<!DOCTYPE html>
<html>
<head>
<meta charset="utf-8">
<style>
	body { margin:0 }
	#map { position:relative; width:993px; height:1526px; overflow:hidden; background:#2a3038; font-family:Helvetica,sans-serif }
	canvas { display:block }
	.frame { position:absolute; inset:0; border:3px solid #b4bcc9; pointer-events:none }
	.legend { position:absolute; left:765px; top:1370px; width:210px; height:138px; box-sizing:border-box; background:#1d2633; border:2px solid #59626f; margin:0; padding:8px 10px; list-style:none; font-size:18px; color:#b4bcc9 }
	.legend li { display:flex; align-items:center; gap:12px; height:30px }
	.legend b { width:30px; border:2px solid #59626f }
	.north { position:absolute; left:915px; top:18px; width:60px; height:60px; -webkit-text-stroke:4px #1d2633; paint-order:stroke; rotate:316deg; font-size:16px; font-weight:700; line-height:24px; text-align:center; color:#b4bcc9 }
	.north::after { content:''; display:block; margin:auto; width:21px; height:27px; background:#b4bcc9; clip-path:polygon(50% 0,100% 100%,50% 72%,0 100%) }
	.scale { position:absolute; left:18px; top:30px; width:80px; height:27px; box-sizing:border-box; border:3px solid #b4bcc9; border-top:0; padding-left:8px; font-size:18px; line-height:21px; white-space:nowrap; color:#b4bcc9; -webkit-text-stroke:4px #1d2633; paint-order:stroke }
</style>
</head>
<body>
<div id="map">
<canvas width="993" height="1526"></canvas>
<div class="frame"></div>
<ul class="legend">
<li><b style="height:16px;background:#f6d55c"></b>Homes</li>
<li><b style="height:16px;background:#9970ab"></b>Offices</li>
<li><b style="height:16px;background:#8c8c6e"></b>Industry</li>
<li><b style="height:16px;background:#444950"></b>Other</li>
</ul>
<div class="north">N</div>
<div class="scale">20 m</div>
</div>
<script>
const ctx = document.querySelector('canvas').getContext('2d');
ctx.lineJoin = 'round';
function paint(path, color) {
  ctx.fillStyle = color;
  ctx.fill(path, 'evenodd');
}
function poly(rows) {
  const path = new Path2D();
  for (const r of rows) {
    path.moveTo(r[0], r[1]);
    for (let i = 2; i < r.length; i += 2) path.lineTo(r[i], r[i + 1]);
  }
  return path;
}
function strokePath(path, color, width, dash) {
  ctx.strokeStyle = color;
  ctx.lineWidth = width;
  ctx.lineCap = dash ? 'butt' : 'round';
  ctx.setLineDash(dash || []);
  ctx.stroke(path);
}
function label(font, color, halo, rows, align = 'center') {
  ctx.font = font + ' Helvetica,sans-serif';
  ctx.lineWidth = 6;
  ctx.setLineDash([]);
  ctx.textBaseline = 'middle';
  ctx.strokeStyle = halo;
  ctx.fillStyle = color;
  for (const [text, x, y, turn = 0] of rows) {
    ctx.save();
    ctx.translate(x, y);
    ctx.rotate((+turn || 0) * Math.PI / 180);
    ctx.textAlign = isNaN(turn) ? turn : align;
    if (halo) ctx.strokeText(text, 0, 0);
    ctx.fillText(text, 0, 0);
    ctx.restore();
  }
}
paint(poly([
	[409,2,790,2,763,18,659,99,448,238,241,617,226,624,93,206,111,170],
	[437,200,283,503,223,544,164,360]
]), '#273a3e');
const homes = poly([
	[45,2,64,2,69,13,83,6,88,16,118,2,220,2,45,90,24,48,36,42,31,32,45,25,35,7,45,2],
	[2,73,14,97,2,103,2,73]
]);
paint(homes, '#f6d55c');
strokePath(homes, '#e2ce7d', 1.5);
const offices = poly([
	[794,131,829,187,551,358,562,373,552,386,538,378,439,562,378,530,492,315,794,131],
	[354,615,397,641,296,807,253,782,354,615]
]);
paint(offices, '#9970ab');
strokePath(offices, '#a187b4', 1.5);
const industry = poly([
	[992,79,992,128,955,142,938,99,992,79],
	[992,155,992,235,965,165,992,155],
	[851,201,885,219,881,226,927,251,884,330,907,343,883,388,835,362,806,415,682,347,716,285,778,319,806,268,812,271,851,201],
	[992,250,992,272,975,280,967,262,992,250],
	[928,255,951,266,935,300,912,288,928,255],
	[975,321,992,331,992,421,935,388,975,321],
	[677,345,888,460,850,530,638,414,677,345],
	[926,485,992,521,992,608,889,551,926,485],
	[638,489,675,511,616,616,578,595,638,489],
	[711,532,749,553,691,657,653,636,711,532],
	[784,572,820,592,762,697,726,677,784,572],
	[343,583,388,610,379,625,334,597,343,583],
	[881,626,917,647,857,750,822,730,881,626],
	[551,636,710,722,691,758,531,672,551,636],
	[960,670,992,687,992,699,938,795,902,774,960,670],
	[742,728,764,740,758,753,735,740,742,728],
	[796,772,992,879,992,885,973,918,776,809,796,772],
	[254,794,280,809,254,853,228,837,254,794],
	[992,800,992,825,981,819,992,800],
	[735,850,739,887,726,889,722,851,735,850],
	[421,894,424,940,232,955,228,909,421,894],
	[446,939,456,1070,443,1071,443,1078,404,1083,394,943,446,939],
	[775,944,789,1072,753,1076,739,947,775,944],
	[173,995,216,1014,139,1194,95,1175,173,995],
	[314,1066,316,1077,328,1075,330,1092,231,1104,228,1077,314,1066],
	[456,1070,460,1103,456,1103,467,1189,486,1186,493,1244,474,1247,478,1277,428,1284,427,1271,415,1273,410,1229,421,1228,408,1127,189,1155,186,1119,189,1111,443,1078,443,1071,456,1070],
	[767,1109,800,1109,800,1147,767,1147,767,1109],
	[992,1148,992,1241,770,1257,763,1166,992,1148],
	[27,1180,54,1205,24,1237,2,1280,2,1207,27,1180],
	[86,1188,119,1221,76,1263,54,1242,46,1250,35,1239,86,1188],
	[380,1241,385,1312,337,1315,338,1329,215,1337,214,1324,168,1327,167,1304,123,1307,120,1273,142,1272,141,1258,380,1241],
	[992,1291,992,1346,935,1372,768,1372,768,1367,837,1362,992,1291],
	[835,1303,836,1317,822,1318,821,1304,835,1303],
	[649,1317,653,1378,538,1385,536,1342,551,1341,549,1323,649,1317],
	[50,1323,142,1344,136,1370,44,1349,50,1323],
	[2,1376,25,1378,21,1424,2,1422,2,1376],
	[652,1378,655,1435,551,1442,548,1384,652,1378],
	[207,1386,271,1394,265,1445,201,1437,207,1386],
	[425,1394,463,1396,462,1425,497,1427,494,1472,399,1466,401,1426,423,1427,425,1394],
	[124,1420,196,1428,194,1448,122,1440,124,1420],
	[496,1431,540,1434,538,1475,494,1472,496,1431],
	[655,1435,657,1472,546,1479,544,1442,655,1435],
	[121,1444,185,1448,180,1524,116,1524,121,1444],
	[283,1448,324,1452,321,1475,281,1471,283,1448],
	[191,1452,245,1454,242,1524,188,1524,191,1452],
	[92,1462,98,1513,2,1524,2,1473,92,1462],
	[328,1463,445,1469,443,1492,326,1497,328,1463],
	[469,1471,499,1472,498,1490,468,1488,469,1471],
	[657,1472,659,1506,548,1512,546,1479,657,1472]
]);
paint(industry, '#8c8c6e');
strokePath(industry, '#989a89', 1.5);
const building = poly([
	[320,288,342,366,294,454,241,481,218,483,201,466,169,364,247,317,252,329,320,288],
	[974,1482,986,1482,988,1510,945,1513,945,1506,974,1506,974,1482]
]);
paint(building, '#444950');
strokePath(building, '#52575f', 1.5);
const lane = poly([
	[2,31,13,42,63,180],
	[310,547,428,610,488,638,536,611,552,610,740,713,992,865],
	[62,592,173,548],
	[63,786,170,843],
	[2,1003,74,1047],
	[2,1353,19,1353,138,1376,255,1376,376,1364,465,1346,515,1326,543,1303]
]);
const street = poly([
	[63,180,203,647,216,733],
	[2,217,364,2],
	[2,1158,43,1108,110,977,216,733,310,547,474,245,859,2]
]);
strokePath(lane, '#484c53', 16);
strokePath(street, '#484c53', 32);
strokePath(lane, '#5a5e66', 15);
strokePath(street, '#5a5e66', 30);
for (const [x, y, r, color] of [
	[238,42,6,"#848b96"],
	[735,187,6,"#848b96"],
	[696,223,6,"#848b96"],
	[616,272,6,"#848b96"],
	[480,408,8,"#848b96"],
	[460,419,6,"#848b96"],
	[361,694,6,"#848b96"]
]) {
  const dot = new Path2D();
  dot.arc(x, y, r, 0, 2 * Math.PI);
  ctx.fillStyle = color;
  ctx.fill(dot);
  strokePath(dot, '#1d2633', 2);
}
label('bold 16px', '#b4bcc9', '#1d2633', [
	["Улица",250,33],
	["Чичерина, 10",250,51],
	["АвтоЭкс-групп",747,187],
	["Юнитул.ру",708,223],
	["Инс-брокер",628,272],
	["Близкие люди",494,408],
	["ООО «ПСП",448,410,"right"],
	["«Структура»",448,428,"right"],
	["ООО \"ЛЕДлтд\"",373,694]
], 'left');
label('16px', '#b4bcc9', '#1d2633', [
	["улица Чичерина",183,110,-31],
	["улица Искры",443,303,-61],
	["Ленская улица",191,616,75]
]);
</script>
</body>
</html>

**Exercise:** Write only the number of lines above that contain "Math".

**Response below:** 2